The FDA approved a drug that may help people with Alzheimer's maintain their mental abilities.

Lecanemab, which will be marketed as Leqembi, is likely to reach more patients than Aduhelm, which flopped after being approved.

Maria Carrillo is the chief science officer for the Alzheimer's Association.

Patients have to receive brain scans after starting treatment for Leqembi. It's not clear whether Medicare and private health insurers will cover the drug.

The treatment will cost $26,500 per year according to the company that developed it.

A substance called amyloid is removed from the brain with a new drug. Many previous drugs that targeted amyloid didn't slow down patients' loss of mental abilities.

People with early Alzheimer's who got Leqembi for 18 months had a 27 percent decline in memory and thinking.

It's a small benefit according to Dr. Joy Snider, a professor of neurology at Washington University School of Medicine.

It isn't a cure. The disease isn't completely stopped by it. It doesn't improve people.

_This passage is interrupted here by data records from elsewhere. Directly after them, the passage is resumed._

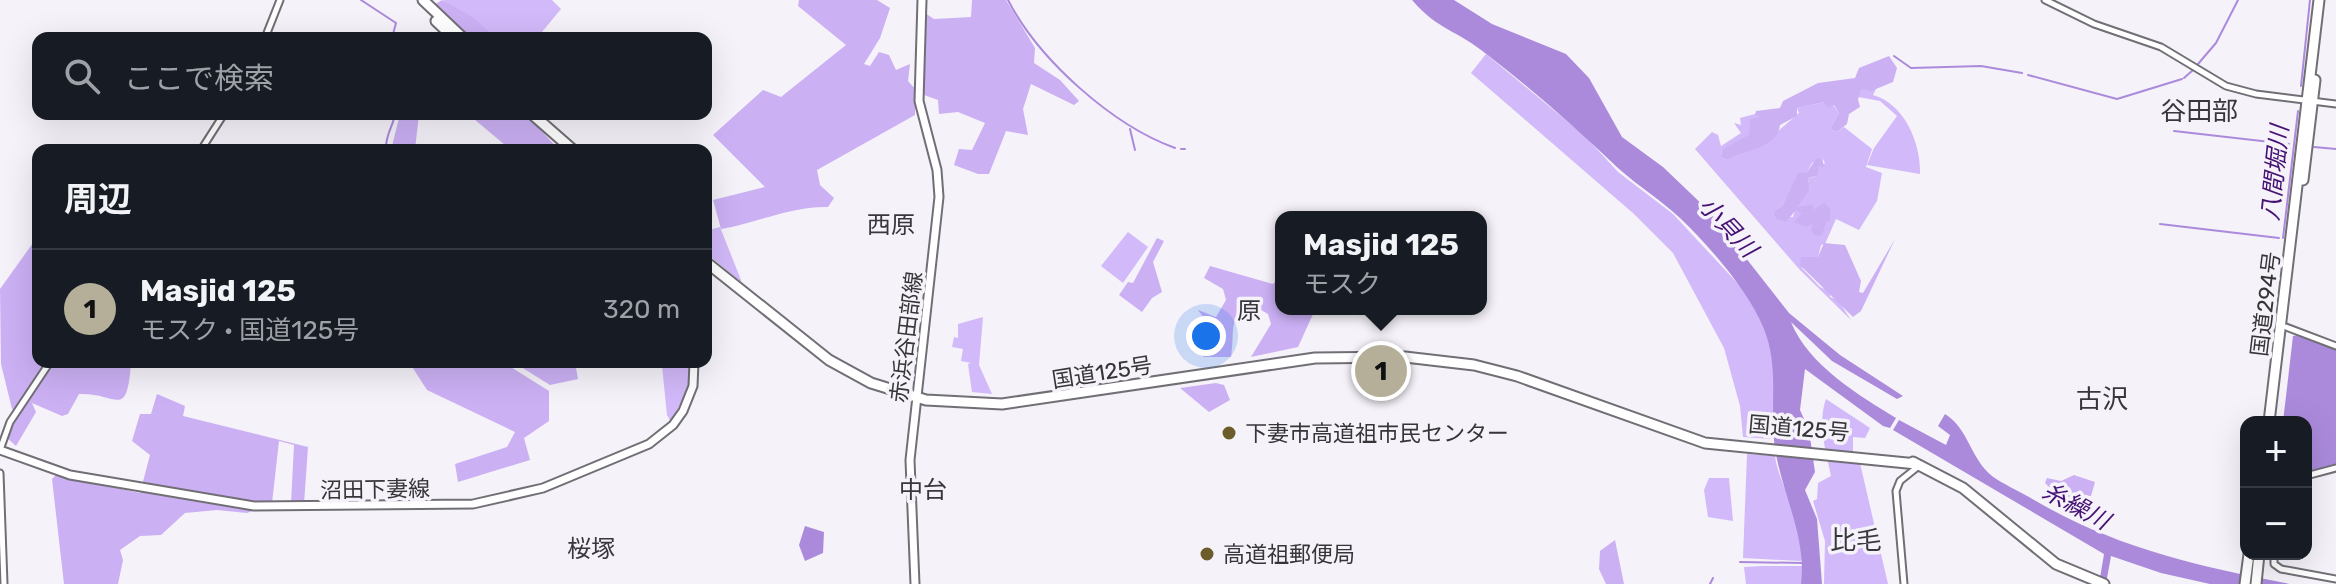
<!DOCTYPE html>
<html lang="ja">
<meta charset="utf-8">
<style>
body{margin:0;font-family:Rubik,"Noto Sans JP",sans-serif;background:#242831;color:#f1f3f6}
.controls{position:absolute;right:24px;bottom:24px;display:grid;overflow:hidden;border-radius:16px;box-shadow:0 8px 32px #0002}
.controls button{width:72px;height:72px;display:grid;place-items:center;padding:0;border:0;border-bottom:2px solid #363941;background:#171b24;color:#f1f3f6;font:40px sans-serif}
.you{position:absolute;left:1206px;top:336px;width:28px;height:28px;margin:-20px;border:6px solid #fff;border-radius:50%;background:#1a73e8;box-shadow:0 0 0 12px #1a73e833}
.badge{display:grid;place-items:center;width:52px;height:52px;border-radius:50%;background:#b5af9a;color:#111;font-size:26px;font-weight:700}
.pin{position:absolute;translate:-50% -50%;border:4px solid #fff;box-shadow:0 2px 8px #0006}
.popup{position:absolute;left:1275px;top:211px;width:212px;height:104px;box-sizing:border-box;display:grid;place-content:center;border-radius:16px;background:#171b24;filter:drop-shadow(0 2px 6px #0005);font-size:26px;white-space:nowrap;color:#9ea1a6}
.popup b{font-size:30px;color:#f1f3f6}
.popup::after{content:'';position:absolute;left:50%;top:100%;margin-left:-16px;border:16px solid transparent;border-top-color:#171b24}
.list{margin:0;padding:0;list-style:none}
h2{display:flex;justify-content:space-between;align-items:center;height:104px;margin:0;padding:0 32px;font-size:34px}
h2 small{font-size:26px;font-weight:400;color:#9ea1a6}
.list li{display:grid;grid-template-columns:52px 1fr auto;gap:24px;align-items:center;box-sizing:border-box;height:120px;padding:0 32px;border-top:2px solid #363941}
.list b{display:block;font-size:30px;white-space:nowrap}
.list p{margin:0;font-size:26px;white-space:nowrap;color:#9ea1a6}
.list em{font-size:26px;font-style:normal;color:#9ea1a6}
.icon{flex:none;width:44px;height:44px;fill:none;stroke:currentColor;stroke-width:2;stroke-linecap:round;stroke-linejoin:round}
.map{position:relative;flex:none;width:2336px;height:584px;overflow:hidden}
.search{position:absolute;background:#171b24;box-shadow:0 8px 32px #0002;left:32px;top:32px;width:680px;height:88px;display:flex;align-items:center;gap:20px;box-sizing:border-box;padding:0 28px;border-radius:16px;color:#9ea1a6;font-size:30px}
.panel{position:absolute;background:#171b24;box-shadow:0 8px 32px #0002;left:32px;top:144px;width:680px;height:224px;border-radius:16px}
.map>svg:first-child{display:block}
</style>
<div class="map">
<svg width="2336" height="584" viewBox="0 0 2336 584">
<rect width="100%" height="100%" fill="#f5f2f9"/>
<!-- green -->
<path fill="#d2b9f9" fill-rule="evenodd" d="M443,0h109l9,9 -24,29h-47z
M1486,54l99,82 33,36 55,42 68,73 21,34 15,41 -5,77 -29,-2 -3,-31 -16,-58 -51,-95 -39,-39 -163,-141z
M1877,87l-4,8c32,9 48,49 47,79l-53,-9 7,-17 23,-32 -17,-15 -22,-4 4,-8z
M1824,102l9,3 6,8 -9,16 7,3 7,-5 28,22 -6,18 16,6 -5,28 -18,29 -23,-11 -11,25 -4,1 -3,12 -16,11 18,19 11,5 -1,5 8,3 13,20 -51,-50 -105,-121 17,-17 6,3 3,11 20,-13 -7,-10 7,2 -1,-7 15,-4 6,3 -15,23 -24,9 -1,8 6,3 9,-8c20,1 49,-27 63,-39l-2,-5zM1822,158l3,5 -6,3 -4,11 -7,1 2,11 -13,14 -4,14 -18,1 -2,-6 9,-6 16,-32 9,-2 5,-9z
M720,227l21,53v2l-35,-29v-22z
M1128,232l20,15 -25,36 -22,-17z
M983,317l-4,48 13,29 -20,-2 -4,-28 3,-1 -10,-2 2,-12 -11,-2 2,-10 4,1v-14z
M691,362v21l-20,39 -4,-7 -5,-49z
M1826,399l44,29 -5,10 -12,-1v16l7,10 28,121h-64l1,-43 -12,-40 4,-2 1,-16 13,-7c-5,-25 -14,-52 -5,-77z
M1747,454l28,2c3,28 36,80 26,105l-58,-3z
M1709,478h20l4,43 -25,-4 -4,-27z
M1762,566h42l-2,18h-56l-2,-17z"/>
<!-- forest -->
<path fill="#cbb0f4" d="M442,0l29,16 25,22h-29l-33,-33z
M799,0h78l13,8 -10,30 -16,26 6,2 9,-14 10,3 7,15 14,-6 -2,17 8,9 -1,25 -98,55 3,15 14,13 -6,9c-37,-1 -71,16 -107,22l-8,-29 52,-13 -52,-52 50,-45 18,7 65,-52 -48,-39z
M972,0h34l29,48 -1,15 26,17 19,21 -5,4 -43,-21 -8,25 5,26 -22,-4 -17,43h-11l-24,-9 5,-16 13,1 13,-27 -27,-11 -19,2 -1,-14 -14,-5 1,-82 9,6 37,-2z
M1889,56l8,12 -4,14 -22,9 -9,-2 -4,10 2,8 -11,7 -2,10 -10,8 -7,-3 9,-16 -5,-8 -6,3 -4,-6 -27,6v8l-17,9c-3,24 -36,24 -53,35l-6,-3 1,-8 27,-14 2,-16 10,-2 -6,-2 1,-4 24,-3 3,-7 35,-18 37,-5 4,-10z
M400,114h19l-4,36h-24z
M468,114h58l33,36h-53l-1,-5z
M1822,158l2,9 -5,-1 -2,10 -9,2 2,11 -13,18 15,-2 3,9v-5l9,-6 6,6v11l-4,2 -4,13 -6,1 -5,-5 2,-8 -6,4 -13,-5 8,-9 -6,-3 -10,12 -11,-4 -2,-6 9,-6 16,-33 9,-1 9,-13z
M38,236v126h93c-4,60 -14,30 -52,32l-11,20 -6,2 -30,-13 4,9 -20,34 -10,-9 16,-27 -10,-1 -11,-45 -1,-75z
M1157,238l7,3 -11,21 9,30 -10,6 -10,14 -23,-17 9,-13 5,1z
M1895,239l-34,72 -8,6 -53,-52 1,-8h17l6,-14 21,2 16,36 -2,11 4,1z
M1210,266l63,18 8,-8v33h47l-14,3 -16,35 -47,10 20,-33 -3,-10 -21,-12c-19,19 -12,31 -16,55h-27l-10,-9 15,-23 -11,-15 18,7 10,-17 -3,-11 -19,-11z
M409,362h94l46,29v30l-25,17 6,22 -72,22 -3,-18 52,-17 8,-15 -88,-42z
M513,362h62l3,17 -28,6z
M1216,383l8,2 6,15 -21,12 -29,-24z
M157,394l28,12 -2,10 125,31 -4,57 -13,-1 3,-58 -15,-4 -7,62 -25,10 -30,-3 -32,3 -24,22 -21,1 -20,14 3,10 -5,24h-54l-12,-105 4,-4 84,18 10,-38 -18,-14 8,-27h11z
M2074,475l21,7 -4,14 -15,-1 -5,6 -13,-5 -13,-13 2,-5 14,3z
M1615,540l9,44h-18l-7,-15 1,-18z"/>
<!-- water -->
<path fill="#ab8adc" d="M1412,0h42l38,24 74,30 23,24 33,59 41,30 46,44 80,102 51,42 63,41 -6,3 -65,-38 -41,-39c17,43 69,74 105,96l-6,10 -7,-2 -78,-57 -5,41 9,20 6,42 -10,18 12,29 5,65h-21c6,-48 -19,-89 -26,-136 -6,-39 5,-79 -11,-119 -16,-39 -54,-82 -84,-111 -19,-18 -42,-32 -62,-50 -43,-41 -86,-79 -133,-115 -28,-23 -46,-22 -73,-53z
M2298,335l38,15v116l-30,7v-51h-23l10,-86z
M1945,414c24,15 25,44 47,62 11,8 25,14 37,21 84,50 163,68 261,87h-80l-49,-11 -50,-17 -5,28h-7l5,-30 -211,-124 6,-10 47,25 4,-10 -12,-9z
M805,526l19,6 -1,21 -18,8 -6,-16z"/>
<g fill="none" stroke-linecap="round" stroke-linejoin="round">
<!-- stream -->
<path stroke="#ab8adc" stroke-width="2" d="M361,0l35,23 -4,15
M1008,0c31,60 104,125 167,148
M1894,56l17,12 70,-2 41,7
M2198,64l18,-21 22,-43
M2028,75l89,24 65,-20
M2184,78l9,-8
M2301,86l9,-86
M1130,129l5,21
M2174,131l115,13
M2314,147l22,2
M1181,149h4
M386,150c-1,-15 7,-23 9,-36
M2160,224l119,14
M2283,238l15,-127
M1740,562l63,1
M1710,584l3,-6"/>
<!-- minor casing -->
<g stroke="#716f75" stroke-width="9">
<path id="minor" d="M2045,0l49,24 67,23 65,39 30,8 80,10
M265,38l15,-38
M201,150l23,-36
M2286,327l50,19
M0,450l10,-28 40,-60
M0,473l4,111
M2306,476l30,-8
M2274,554v10l7,5 55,10
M1904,584l-8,-93 4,-10 20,-16"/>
</g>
<!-- major casing -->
<g stroke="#716f75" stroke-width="11">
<path id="major" d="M0,450l70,25 184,31 219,-2 70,-16 106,-44 24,-19 10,-14 10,-25 1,-24
M915,584l-5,-124 29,-263 -2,-27 -18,-69 3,-101"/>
</g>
<!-- highway casing -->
<g stroke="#716f75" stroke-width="13">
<path id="highway" d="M423,0l40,38
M436,21l18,17
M532,114l41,36
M2303,180l12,-100
M706,262l123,98 42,23 55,17 76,4 313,-46 90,-1 69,8 43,11 188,67 212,21
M2269,422l50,-422
M1913,462l50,26 93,76 48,20
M2245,584l4,-30
M2256,584l3,-30"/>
</g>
<!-- minor -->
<use href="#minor" stroke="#fff" stroke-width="5"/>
<!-- major -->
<use href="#major" stroke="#fff" stroke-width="7"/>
<!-- highway -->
<use href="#highway" stroke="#fff" stroke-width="9"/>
</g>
<!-- markers -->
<g fill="#6c5c29" stroke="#f5f2f9" stroke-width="3">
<circle cx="1229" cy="433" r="8"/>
<circle cx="1207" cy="554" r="8"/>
</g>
<g text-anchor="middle" stroke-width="7" stroke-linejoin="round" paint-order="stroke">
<!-- street labels -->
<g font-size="22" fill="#363538" stroke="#f5f2f9">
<text transform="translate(2265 304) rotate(-83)" y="8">国道294号</text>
<text transform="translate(906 337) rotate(-83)" y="8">赤浜谷田部線</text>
<text transform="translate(1102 372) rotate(-9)" y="8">国道125号</text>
<text transform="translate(1799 428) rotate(5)" y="8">国道125号</text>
<text transform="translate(375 489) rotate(-1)" y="8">沼田下妻線</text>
</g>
<!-- poi labels -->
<g font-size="22" fill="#363538" stroke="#f5f2f9" text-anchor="start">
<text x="1245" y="441">下妻市高道祖市民センター</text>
<text x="1223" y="562">高道祖郵便局</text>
</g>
<!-- water labels -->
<g font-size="24" font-style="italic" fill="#451173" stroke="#f5f2f9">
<text transform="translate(2275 173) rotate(-84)" y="8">八間堀川</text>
<text transform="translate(1728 227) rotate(47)" y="8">小貝川</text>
<text transform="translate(2076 506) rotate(28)" y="8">糸繰川</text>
</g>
<!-- neighbourhood labels -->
<g font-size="24" fill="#38373c" stroke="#f5f2f9">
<text x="891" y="233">西原</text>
<text x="1249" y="319">原</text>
<text x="923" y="498">中台</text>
<text x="591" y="557">桜塚</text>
</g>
<!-- quarter labels -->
<g font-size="26" fill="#38373c" stroke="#f5f2f9">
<text x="2199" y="120">谷田部</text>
<text x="2102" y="408">古沢</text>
<text x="1856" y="549">比毛</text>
</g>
</g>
</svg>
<div class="controls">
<button>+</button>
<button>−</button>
</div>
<div class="you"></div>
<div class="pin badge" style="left:1381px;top:371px">1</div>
<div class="popup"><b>Masjid 125</b>モスク</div>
<div class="search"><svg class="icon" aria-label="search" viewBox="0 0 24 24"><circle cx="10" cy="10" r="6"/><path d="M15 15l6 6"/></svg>ここで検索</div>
<section class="panel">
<h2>周辺<small></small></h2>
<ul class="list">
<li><span class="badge">1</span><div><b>Masjid 125</b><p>モスク · 国道125号</p></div><em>320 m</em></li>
</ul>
</section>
</div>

In very mild disease, it slows down the progression.

Even a modest slowing could be meaningful to patients and their families.

She suggests that you might be able to keep driving for an additional six months or a year. For an additional six months to a year, you could do your checkbook.

It could take many months for Leqembi to reach millions of patients.

To be eligible for treatment, people need to be shown that they are in the early stages of Alzheimer's and that their brains have amyloid deposits. It is likely that there will be at least two visits to specialists.

According to Hlvka, the result is likely to be a long queue.

He says that it will take about five years for all the eligible patients to be cleared.

Leqembi was approved based on its ability to remove amyloid from the brain. After reviewing the evidence, the FDA is likely to approve the drug later this year.

The drug will be approved.

She said the science speaks for itself. The science tells us that lowering amyloid leads to clinical benefits.

Medicare won't cover it for many patients until Leqembi is approved. Aduhelm is a drug used to treat Alzheimer's disease.

The Centers for Medicare and Medicaid Services decided that Aduhelm would only be covered for patients in certain clinical trials. The agency was unwilling to offer more coverage for an Alzheimer's drug that had not been shown to work.

The ruling applies to all Alzheimer's drugs that have not been approved by the FDA.

Most patients will have to pay for it.

There is a breakthrough that is not available to the American public. That is not right.

Hlvka says the cost could be tens of billions of dollars a year if Medicare covers Leqembi. A new approach to caring for people with dementia may be needed because of the high price tag.

Hlvka says that pooling all of the dementia patients who are covered under different plans into a single risk pool could be a solution.

If people with dementia can delay expensive nursing home care, the government can balance the cost of the drug against potential savings. It would make it easier for the government to get a better price for Leqembi.

Hlvka says there is a precedent for putting all people with a disease under the same roof.

Medicare has offered a program for people of all ages who have failing kidneys. The program costs Medicare billions of dollars a year.